He got down on one knee. Pulling out the biggest, most beautiful ring I had ever seen in my entire life. His eyes sparkled with mischief and thrill. Like a hunter catching their prey. He had nearly won the game now the ball had been tossed to me. Was it enough?

*And I said to him, "What will you give?"

"I'll give you cars and a townhouse in Turtle Bay  
And a fur and a diamond ring  
And we'll be married in Spain on my yacht today  
And we'll honeymoon in Beijing.  
And you'll meet stars at the parties I throw at my villas  
In Nice and Paris in June."*

The robot-ghost told me of all the things and riches he'd give to me if I'd be his partner. My heart pounded and blood flowed to my head. This is what I wanted so badly. The fame, money, the expensive trips and never ever having to worry about money again. Forever. " Is it even a question? " I told him as he slipped on the ring, chuckling lightly and pulling me in for a rough kiss. Quickly getting handsy.

The only thing I could think of was that G didn't kiss like this. His had been passionate and gentle. Sans wasn't like this either. His had been kind and loving. I was having second thoughts but, I wasn't about to give all this up. Not for any amount of guilt. Not even to settle the growing black hole in my stomach.

*And I thought, "Okay."  
And I took a breath  
And I got my yacht* 

At first it was all I ever wanted. I met my idols and partied like there was no tomorrow. Fancy gowns and outings doubled along with the gifts he gave me. Adventure and grand trips at every single turn. Not to mention I got front row seats to my husbands professional shows and elite passes at his clubs.

It was all I ever dreamed of. But soon it got repetitive. Nothing surprised me anymore. We had gone everywhere, seen everything and done it all. There was no longer any adventure to my life or heartbreak. Nothing to spice it up.

*And the years went by  
And it never changed  
And it never grew  
And I never dreamed *

Everything fell into a sway of money wasted and boredom. During this I realized how much of a game Napstabot had considered our relationship. He now brushed me aside to go out by himself. As years went by this got worse as he stayed youthful and I aged. I cried myself to sleep one night thinking about how our relationship most likely was a joke from the start.
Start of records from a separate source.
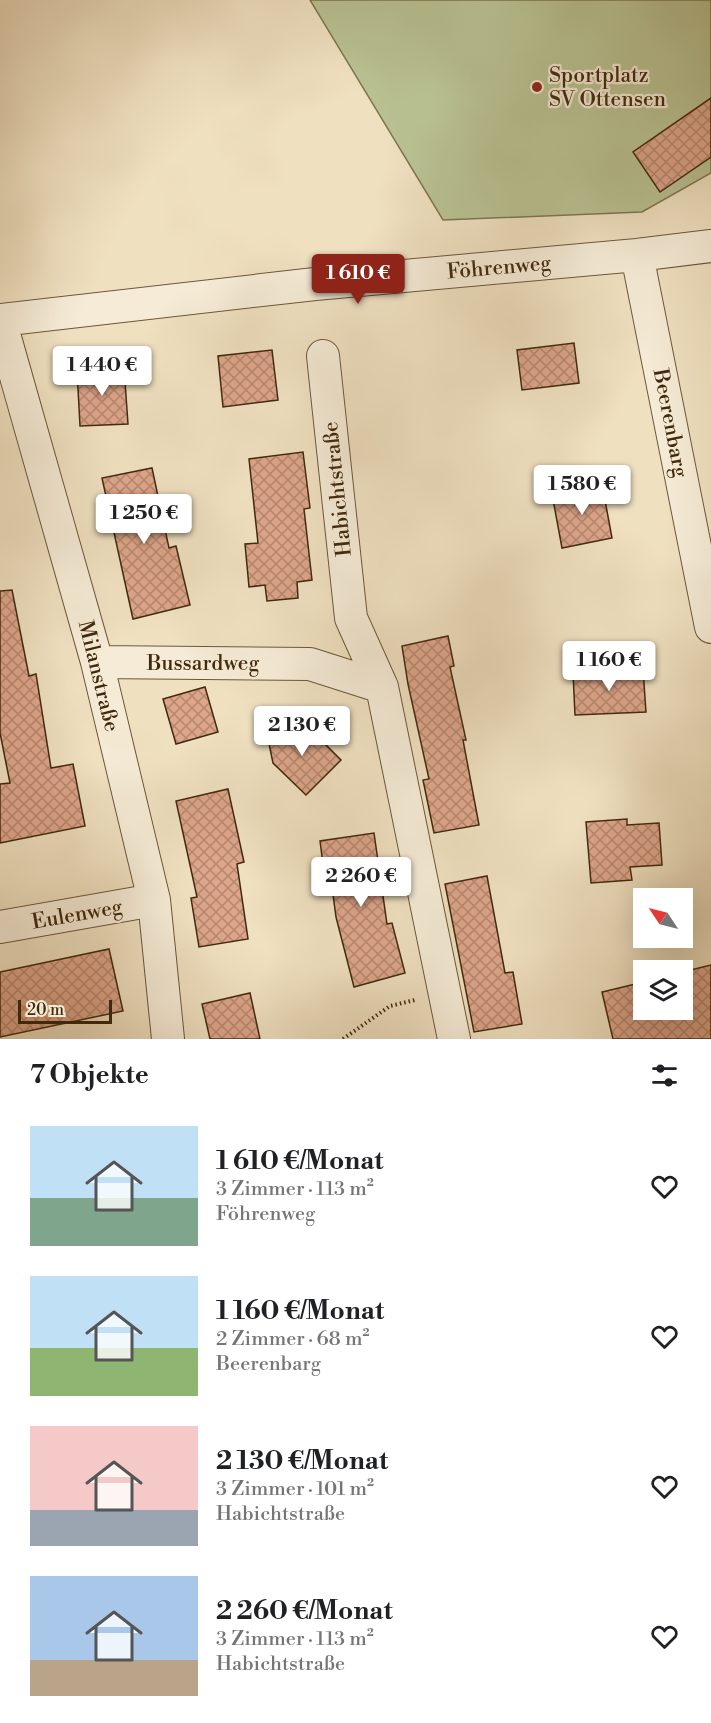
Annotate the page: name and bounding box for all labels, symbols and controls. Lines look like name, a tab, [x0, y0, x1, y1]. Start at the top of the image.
place label: Sportplatz SV Ottensen	[549, 63, 666, 113]
marker: Sportplatz SV Ottensen	[530, 80, 544, 94]
street label: Föhrenweg	[446, 250, 552, 285]
pin: 1 610 €	[303, 254, 413, 305]
text: 1 610 €	[326, 261, 390, 286]
pin: 1 440 €	[47, 346, 157, 397]
text: 1 440 €	[67, 353, 137, 378]
street label: Beerenbarg	[647, 366, 693, 480]
street label: Habichtstraße	[318, 420, 358, 558]
pin: 1 580 €	[527, 465, 637, 516]
text: 1 580 €	[548, 472, 616, 497]
pin: 1 250 €	[89, 494, 199, 545]
text: 1 250 €	[110, 501, 178, 526]
street label: Milanstraße	[72, 618, 124, 735]
pin: 1 160 €	[554, 641, 664, 692]
text: 1 160 €	[576, 648, 642, 673]
street label: Bussardweg	[146, 651, 259, 677]
pin: 2 130 €	[247, 706, 357, 757]
text: 2 130 €	[268, 713, 336, 738]
pin: 2 260 €	[306, 857, 416, 908]
text: 2 260 €	[325, 864, 397, 889]
north arrow	[633, 888, 693, 948]
map controls	[633, 888, 693, 1020]
street label: Eulenweg	[30, 894, 125, 936]
button: layers	[633, 960, 693, 1020]
scale bar	[18, 997, 112, 1025]
text: 20 m	[27, 1000, 64, 1020]
text: 7 Objekte	[30, 1059, 149, 1091]
icon: filters	[648, 1059, 681, 1092]
text: 1 610 €/Monat	[216, 1145, 384, 1177]
icon: home	[78, 1150, 150, 1222]
icon: heart	[648, 1170, 681, 1203]
text: 3 Zimmer · 113 m²	[216, 1177, 374, 1202]
text: Föhrenweg	[216, 1202, 315, 1227]
text: 1 160 €/Monat	[216, 1295, 384, 1327]
icon: home	[78, 1300, 150, 1372]
icon: heart	[648, 1320, 681, 1353]
text: 2 Zimmer · 68 m²	[216, 1327, 370, 1352]
text: Beerenbarg	[216, 1352, 321, 1377]
text: 2 130 €/Monat	[216, 1445, 388, 1477]
icon: home	[78, 1450, 150, 1522]
icon: heart	[648, 1470, 681, 1503]
text: 3 Zimmer · 101 m²	[216, 1477, 374, 1502]
text: Habichtstraße	[216, 1502, 345, 1527]
text: 2 260 €/Monat	[216, 1595, 393, 1627]
icon: home	[78, 1600, 150, 1672]
icon: heart	[648, 1620, 681, 1653]
text: 3 Zimmer · 113 m²	[216, 1627, 374, 1652]
text: Habichtstraße	[216, 1652, 345, 1677]

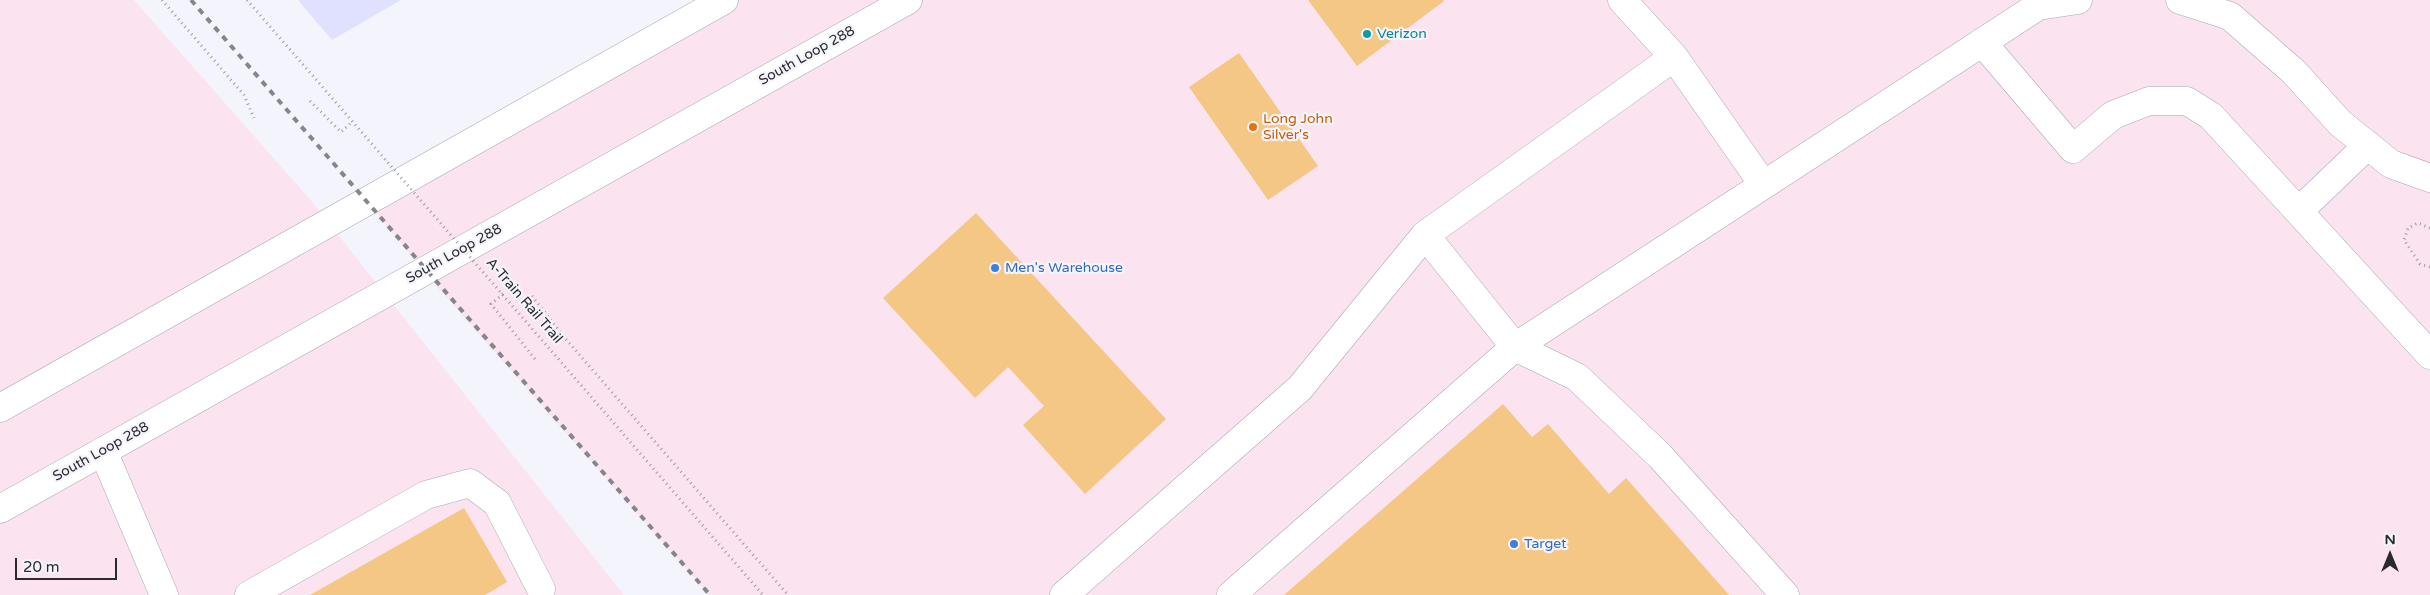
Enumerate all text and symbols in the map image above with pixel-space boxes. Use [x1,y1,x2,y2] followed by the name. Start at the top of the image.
[756,23,858,89] street label: South Loop 288
[1377,26,1427,42] place label: Verizon
[1361,28,1373,40] marker: Verizon
[1263,111,1333,144] place label: Long John Silver's
[1247,121,1259,133] marker: Long John Silver's
[403,221,505,287] street label: South Loop 288
[482,255,566,347] street label: A-Train Rail Trail
[1005,260,1123,276] place label: Men's Warehouse
[989,262,1001,274] marker: Men's Warehouse
[50,419,152,485] street label: South Loop 288
[2365,530,2415,580] north arrow
[2384,531,2396,548] text: N
[1524,536,1567,552] place label: Target
[1508,538,1520,550] marker: Target
[18,548,120,580] scale bar
[23,558,60,576] text: 20 m

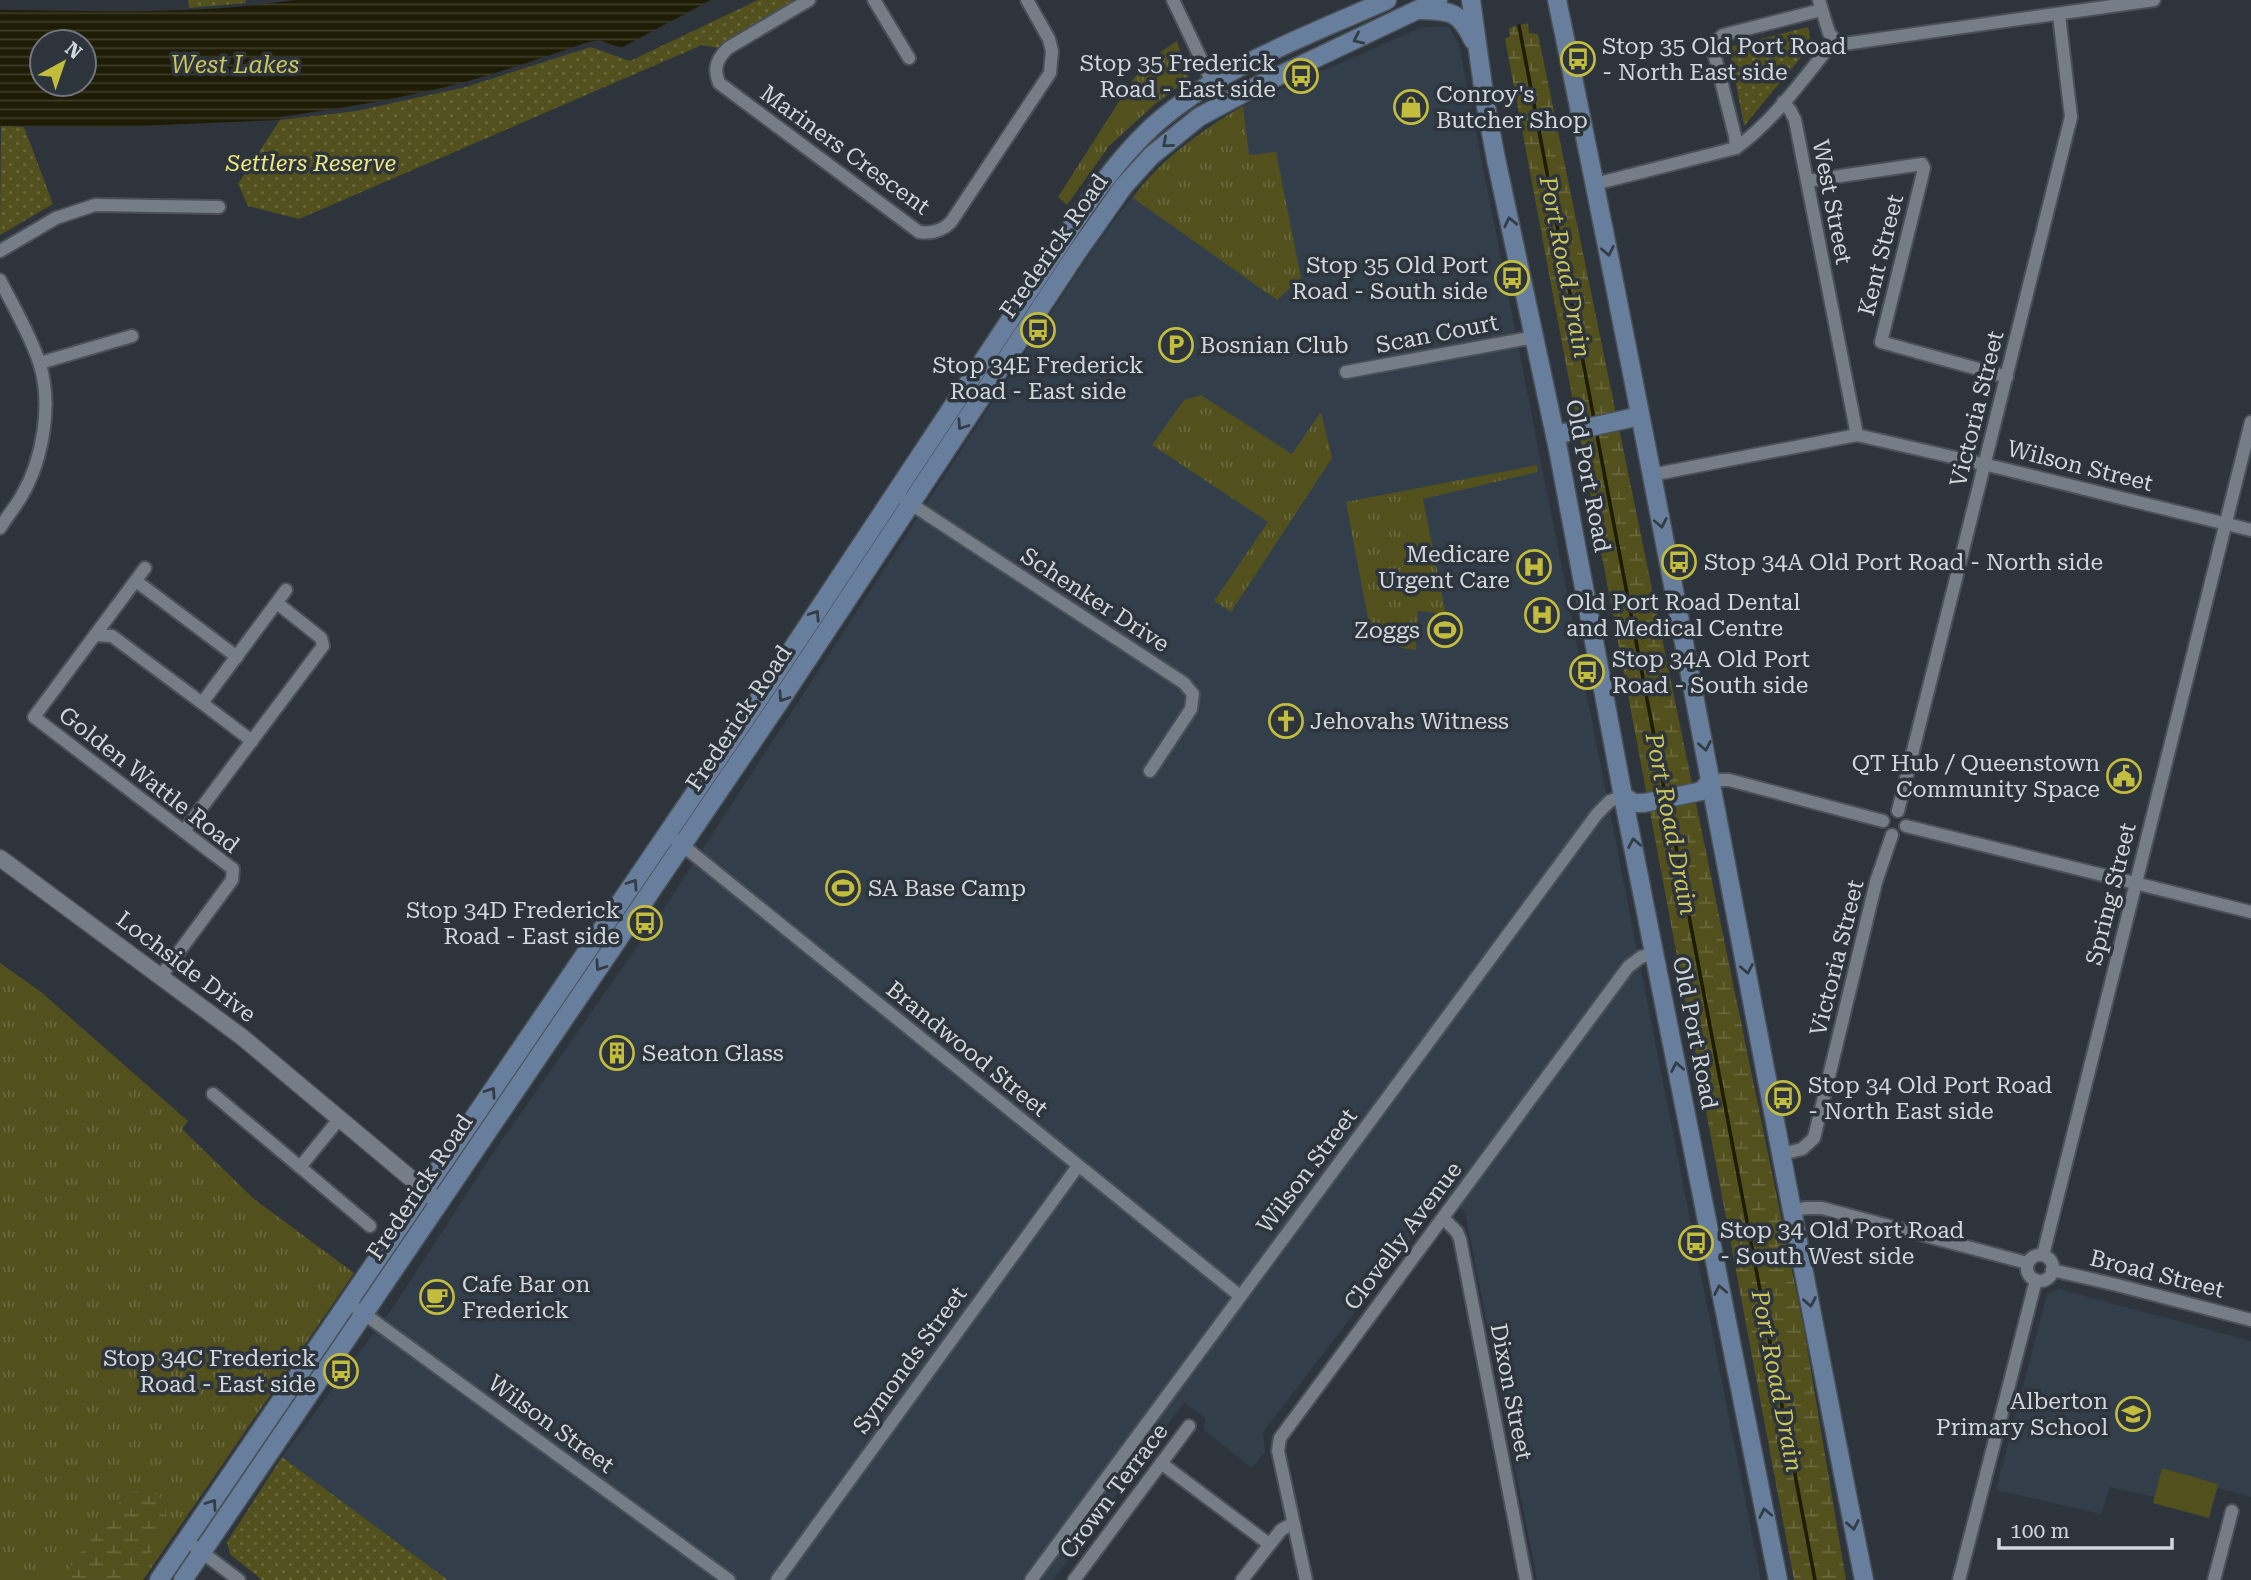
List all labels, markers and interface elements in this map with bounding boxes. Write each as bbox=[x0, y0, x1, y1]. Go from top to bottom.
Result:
north arrow bbox=[28, 28, 98, 98]
one-way arrow bbox=[1353, 31, 1365, 45]
place label: Stop 35 Old Port Road - North East side bbox=[1602, 33, 1846, 86]
text: N bbox=[61, 37, 87, 64]
bus stop icon: Stop 35 Old Port Road - North East side bbox=[1559, 40, 1597, 78]
place label: Stop 35 Frederick Road - East side bbox=[1080, 50, 1276, 103]
water label: West Lakes bbox=[171, 51, 299, 79]
bus stop icon: Stop 35 Frederick Road - East side bbox=[1282, 57, 1320, 95]
street label: Mariners Crescent bbox=[755, 79, 935, 221]
place label: Conroy's Butcher Shop bbox=[1436, 81, 1588, 134]
shop icon: Conroy's Butcher Shop bbox=[1392, 88, 1430, 126]
one-way arrow bbox=[1162, 135, 1175, 147]
street label: West Street bbox=[1807, 137, 1857, 267]
park label: Settlers Reserve bbox=[225, 150, 396, 177]
street label: Frederick Road bbox=[994, 169, 1114, 323]
water label: Port Road Drain bbox=[1533, 173, 1596, 360]
street label: Kent Street bbox=[1853, 191, 1909, 318]
one-way arrow bbox=[1504, 216, 1519, 228]
one-way arrow bbox=[1600, 245, 1615, 257]
place label: Stop 35 Old Port Road - South side bbox=[1292, 252, 1488, 305]
bus stop icon: Stop 35 Old Port Road - South side bbox=[1493, 259, 1531, 297]
street label: Scan Court bbox=[1374, 309, 1501, 359]
bus stop icon: Stop 34E Frederick Road - East side bbox=[1019, 311, 1057, 349]
parking icon: Bosnian Club bbox=[1157, 326, 1195, 364]
street label: Victoria Street bbox=[1945, 328, 2010, 490]
place label: Bosnian Club bbox=[1200, 332, 1349, 359]
place label: Stop 34E Frederick Road - East side bbox=[932, 352, 1144, 405]
street label: Old Port Road bbox=[1560, 397, 1616, 555]
one-way arrow bbox=[958, 417, 970, 430]
street label: Wilson Street bbox=[2004, 435, 2156, 497]
one-way arrow bbox=[1652, 517, 1667, 529]
place label: Medicare Urgent Care bbox=[1378, 541, 1510, 594]
street label: Schenker Drive bbox=[1016, 542, 1174, 658]
bus stop icon: Stop 34A Old Port Road - North side bbox=[1660, 543, 1698, 581]
hospital icon: Medicare Urgent Care bbox=[1515, 548, 1553, 586]
place label: Stop 34A Old Port Road - North side bbox=[1704, 549, 2103, 576]
place label: Old Port Road Dental and Medical Centre bbox=[1566, 589, 1800, 642]
hospital icon: Old Port Road Dental and Medical Centre bbox=[1523, 596, 1561, 634]
one-way arrow bbox=[807, 610, 820, 623]
sports icon: Zoggs bbox=[1426, 611, 1464, 649]
place label: Zoggs bbox=[1354, 617, 1420, 644]
street label: Frederick Road bbox=[680, 640, 798, 796]
place label: Stop 34A Old Port Road - South side bbox=[1612, 646, 1810, 699]
bus stop icon: Stop 34A Old Port Road - South side bbox=[1568, 653, 1606, 691]
one-way arrow bbox=[779, 689, 791, 702]
street label: Golden Wattle Road bbox=[53, 701, 245, 859]
church icon: Jehovahs Witness bbox=[1267, 702, 1305, 740]
place label: Jehovahs Witness bbox=[1310, 708, 1509, 735]
water label: Port Road Drain bbox=[1639, 730, 1702, 917]
one-way arrow bbox=[1696, 740, 1711, 752]
place label: QT Hub / Queenstown Community Space bbox=[1852, 750, 2100, 803]
public building icon: QT Hub / Queenstown Community Space bbox=[2105, 757, 2143, 795]
street label: Spring Street bbox=[2080, 820, 2142, 968]
one-way arrow bbox=[1627, 837, 1642, 849]
sports icon: SA Base Camp bbox=[824, 869, 862, 907]
place label: SA Base Camp bbox=[868, 875, 1026, 902]
street label: Victoria Street bbox=[1805, 877, 1870, 1039]
one-way arrow bbox=[625, 879, 637, 892]
place label: Stop 34D Frederick Road - East side bbox=[406, 897, 620, 950]
bus stop icon: Stop 34D Frederick Road - East side bbox=[626, 904, 664, 942]
street label: Lochside Drive bbox=[111, 906, 261, 1028]
street label: Old Port Road bbox=[1667, 954, 1723, 1112]
one-way arrow bbox=[596, 958, 608, 971]
one-way arrow bbox=[1739, 963, 1754, 975]
street label: Brandwood Street bbox=[881, 976, 1054, 1123]
building icon: Seaton Glass bbox=[598, 1034, 636, 1072]
place label: Seaton Glass bbox=[642, 1040, 784, 1067]
one-way arrow bbox=[1670, 1061, 1685, 1073]
place label: Stop 34 Old Port Road - North East side bbox=[1808, 1072, 2052, 1125]
bus stop icon: Stop 34 Old Port Road - North East side bbox=[1764, 1079, 1802, 1117]
one-way arrow bbox=[483, 1087, 495, 1100]
street label: Wilson Street bbox=[1251, 1103, 1363, 1239]
street label: Frederick Road bbox=[361, 1109, 479, 1265]
street label: Clovelly Avenue bbox=[1338, 1157, 1468, 1315]
place label: Stop 34 Old Port Road - South West side bbox=[1720, 1217, 1964, 1270]
bus stop icon: Stop 34 Old Port Road - South West side bbox=[1677, 1224, 1715, 1262]
street label: Broad Street bbox=[2087, 1244, 2227, 1304]
place label: Cafe Bar on Frederick bbox=[462, 1271, 590, 1324]
cafe icon: Cafe Bar on Frederick bbox=[418, 1278, 456, 1316]
street label: Symonds Street bbox=[848, 1281, 973, 1439]
one-way arrow bbox=[1714, 1284, 1729, 1296]
water label: Port Road Drain bbox=[1745, 1287, 1808, 1474]
one-way arrow bbox=[1801, 1296, 1816, 1308]
street label: Dixon Street bbox=[1485, 1321, 1538, 1463]
place label: Stop 34C Frederick Road - East side bbox=[103, 1345, 316, 1398]
bus stop icon: Stop 34C Frederick Road - East side bbox=[322, 1352, 360, 1390]
street label: Wilson Street bbox=[483, 1369, 620, 1479]
place label: Alberton Primary School bbox=[1936, 1388, 2108, 1441]
school or university icon: Alberton Primary School bbox=[2114, 1395, 2152, 1433]
street label: Crown Terrace bbox=[1054, 1418, 1174, 1564]
one-way arrow bbox=[203, 1498, 216, 1511]
scale bar bbox=[1999, 1506, 2172, 1550]
one-way arrow bbox=[1758, 1507, 1773, 1519]
one-way arrow bbox=[1845, 1519, 1860, 1531]
text: 100 m bbox=[2010, 1519, 2070, 1543]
Now, during this I missed Sans. I longed for those long nights spent staying up late and talking deeply about the future. The simple but thoughtful gifts he made or bought me. The time with our friends and the laughs, tears, and love we shared together. My heart longed to have him back again. To be held in his arms and smell his smell of old paper, ketchup, and woodland forests. It was gone now, I sure that he had moved on.

A part of me fantasized that he hadn't and was waiting on me. To take me back to the simple and easy days. Even though I wasn't young anymore he would still look past it. Like he had so long ago looked past my selfishness and impulsiveness to love me. 

As I laid around at my vacation house in California I cry dreaming about what could have spurred from G and I. What could have been after the grand adventure of the summer. Maybe, we could have been happy together. Traveling around the world and being free as young birds in the spring. But I am no longer young.

I think about this as I see finally what this has cost me. Two shots at true love and now I wallow in pure misery. Fame is a burden few can bare.

I had to learn the hard way. My mistakes can not be changed. Now, I'll never have the simple life or the freedom. I gave it up for what? It doesn't matter now. Nothing does. I just pray in my next life God shall grant me wisdom. I know monsters live much longer than humans. So maybe could I love on of my skelemen again? That'd be nice. 

That'd be very, very nice God.

All I leave behind is three notes. To mark my existence. 

One for my first love,

One for the bad boy,

And one for the man who didn't know what he had until it was gone. 

*And I woke one day  
And I looked around  
And I thought, "My God...  
Now i'll never have the moon."*


End file.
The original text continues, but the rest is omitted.